▸ **Activity**:
Set down exactly the lines in the records below that run from the line with "M1062 775 1127" to the line with "M550 5H723L745 25 634 141 517 123 514 67Z", inclusive, and nothing more.

[Given data — start]

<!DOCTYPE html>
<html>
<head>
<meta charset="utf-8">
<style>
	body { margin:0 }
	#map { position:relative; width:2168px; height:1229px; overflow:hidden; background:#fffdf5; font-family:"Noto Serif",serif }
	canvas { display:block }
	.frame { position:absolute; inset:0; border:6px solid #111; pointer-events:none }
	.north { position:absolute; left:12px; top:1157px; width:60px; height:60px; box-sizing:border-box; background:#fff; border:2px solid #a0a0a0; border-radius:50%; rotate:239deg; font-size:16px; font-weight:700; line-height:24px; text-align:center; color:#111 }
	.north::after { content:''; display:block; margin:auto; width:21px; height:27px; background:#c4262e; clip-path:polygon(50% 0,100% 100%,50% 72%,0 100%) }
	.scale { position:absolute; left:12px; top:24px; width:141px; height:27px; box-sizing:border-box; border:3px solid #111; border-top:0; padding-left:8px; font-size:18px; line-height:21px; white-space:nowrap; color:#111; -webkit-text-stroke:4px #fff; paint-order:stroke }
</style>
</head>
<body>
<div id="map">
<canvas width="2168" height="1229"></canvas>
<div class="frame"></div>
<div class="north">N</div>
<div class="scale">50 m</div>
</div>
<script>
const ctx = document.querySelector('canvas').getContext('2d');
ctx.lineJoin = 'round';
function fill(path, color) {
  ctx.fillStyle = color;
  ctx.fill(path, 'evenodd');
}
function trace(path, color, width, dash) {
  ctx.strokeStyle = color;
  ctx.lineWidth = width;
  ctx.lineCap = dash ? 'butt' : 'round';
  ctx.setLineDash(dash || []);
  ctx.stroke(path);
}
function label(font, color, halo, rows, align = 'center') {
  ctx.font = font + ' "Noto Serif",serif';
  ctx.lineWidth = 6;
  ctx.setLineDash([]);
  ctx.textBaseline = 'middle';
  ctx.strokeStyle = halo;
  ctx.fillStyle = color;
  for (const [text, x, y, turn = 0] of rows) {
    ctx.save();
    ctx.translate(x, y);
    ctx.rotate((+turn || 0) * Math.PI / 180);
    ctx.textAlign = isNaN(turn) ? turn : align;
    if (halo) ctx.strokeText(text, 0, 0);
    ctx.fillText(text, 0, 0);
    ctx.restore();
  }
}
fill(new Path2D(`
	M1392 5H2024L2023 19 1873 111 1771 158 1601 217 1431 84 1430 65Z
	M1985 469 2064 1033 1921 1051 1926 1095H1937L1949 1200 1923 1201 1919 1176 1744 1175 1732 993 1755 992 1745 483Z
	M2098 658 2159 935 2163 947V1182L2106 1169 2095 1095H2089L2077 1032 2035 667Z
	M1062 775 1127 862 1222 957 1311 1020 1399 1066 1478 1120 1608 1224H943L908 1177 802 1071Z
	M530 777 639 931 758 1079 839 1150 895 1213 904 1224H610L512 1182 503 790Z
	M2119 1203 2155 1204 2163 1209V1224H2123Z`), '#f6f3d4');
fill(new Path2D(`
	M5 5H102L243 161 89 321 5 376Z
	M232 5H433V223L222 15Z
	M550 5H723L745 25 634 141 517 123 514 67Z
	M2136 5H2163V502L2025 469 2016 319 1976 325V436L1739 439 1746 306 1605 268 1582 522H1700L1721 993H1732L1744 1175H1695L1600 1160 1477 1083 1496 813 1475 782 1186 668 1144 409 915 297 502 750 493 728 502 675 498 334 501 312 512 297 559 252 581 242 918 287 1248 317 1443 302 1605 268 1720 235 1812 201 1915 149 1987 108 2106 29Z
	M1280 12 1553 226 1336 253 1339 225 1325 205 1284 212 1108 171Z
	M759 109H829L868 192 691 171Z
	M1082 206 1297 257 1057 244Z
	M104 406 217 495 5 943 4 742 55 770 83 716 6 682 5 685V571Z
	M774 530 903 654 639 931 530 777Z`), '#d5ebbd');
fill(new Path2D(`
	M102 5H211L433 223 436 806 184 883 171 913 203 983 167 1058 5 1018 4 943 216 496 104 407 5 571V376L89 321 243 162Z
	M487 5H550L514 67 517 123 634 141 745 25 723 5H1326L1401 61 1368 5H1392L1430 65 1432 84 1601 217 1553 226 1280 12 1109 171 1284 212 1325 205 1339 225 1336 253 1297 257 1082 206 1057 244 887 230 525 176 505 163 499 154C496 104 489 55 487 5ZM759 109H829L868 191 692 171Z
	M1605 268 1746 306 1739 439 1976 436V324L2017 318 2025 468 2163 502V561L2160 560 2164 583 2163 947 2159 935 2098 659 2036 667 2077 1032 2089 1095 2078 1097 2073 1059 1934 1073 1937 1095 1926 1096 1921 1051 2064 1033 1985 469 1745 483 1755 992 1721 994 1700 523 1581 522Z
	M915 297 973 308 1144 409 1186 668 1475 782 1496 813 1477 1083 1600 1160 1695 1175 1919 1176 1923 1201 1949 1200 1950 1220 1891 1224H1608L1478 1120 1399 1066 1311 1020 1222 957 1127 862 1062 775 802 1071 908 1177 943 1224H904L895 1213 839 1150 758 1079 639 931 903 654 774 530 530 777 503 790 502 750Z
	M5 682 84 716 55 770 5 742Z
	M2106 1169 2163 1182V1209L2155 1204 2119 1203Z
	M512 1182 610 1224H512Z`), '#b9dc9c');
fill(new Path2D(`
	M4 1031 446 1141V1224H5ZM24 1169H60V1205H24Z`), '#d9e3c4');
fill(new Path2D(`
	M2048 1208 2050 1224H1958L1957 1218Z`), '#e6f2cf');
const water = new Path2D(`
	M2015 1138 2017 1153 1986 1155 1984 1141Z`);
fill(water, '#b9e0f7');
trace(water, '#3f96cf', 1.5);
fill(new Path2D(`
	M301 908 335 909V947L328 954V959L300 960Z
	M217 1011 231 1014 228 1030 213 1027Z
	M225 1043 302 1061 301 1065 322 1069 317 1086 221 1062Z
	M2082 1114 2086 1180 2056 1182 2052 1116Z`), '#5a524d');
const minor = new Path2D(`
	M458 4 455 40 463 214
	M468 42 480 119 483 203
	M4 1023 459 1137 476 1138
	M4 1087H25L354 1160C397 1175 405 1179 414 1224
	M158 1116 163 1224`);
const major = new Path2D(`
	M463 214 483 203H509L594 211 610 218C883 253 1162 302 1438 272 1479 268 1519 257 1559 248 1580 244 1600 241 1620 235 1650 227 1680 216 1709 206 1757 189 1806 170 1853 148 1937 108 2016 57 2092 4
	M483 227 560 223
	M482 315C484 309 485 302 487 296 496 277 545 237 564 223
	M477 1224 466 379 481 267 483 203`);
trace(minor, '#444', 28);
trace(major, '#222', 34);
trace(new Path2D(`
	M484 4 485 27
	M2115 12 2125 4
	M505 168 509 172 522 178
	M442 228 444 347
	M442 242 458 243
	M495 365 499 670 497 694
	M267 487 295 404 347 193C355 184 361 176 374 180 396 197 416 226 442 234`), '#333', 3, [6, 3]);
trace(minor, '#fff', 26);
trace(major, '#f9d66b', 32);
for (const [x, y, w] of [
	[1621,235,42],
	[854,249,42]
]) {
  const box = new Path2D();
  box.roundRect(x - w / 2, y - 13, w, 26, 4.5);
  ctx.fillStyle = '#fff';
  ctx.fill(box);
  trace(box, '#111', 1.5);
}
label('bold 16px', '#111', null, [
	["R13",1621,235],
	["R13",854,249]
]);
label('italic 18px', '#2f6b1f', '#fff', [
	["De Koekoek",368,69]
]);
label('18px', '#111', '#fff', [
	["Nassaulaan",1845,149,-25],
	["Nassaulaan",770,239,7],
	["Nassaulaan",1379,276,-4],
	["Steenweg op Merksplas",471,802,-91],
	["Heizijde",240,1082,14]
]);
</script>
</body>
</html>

[Given data — finish]

▸ **Answer box**:
	M1062 775 1127 862 1222 957 1311 1020 1399 1066 1478 1120 1608 1224H943L908 1177 802 1071Z
	M530 777 639 931 758 1079 839 1150 895 1213 904 1224H610L512 1182 503 790Z
	M2119 1203 2155 1204 2163 1209V1224H2123Z`), '#f6f3d4');
fill(new Path2D(`
	M5 5H102L243 161 89 321 5 376Z
	M232 5H433V223L222 15Z
	M550 5H723L745 25 634 141 517 123 514 67Z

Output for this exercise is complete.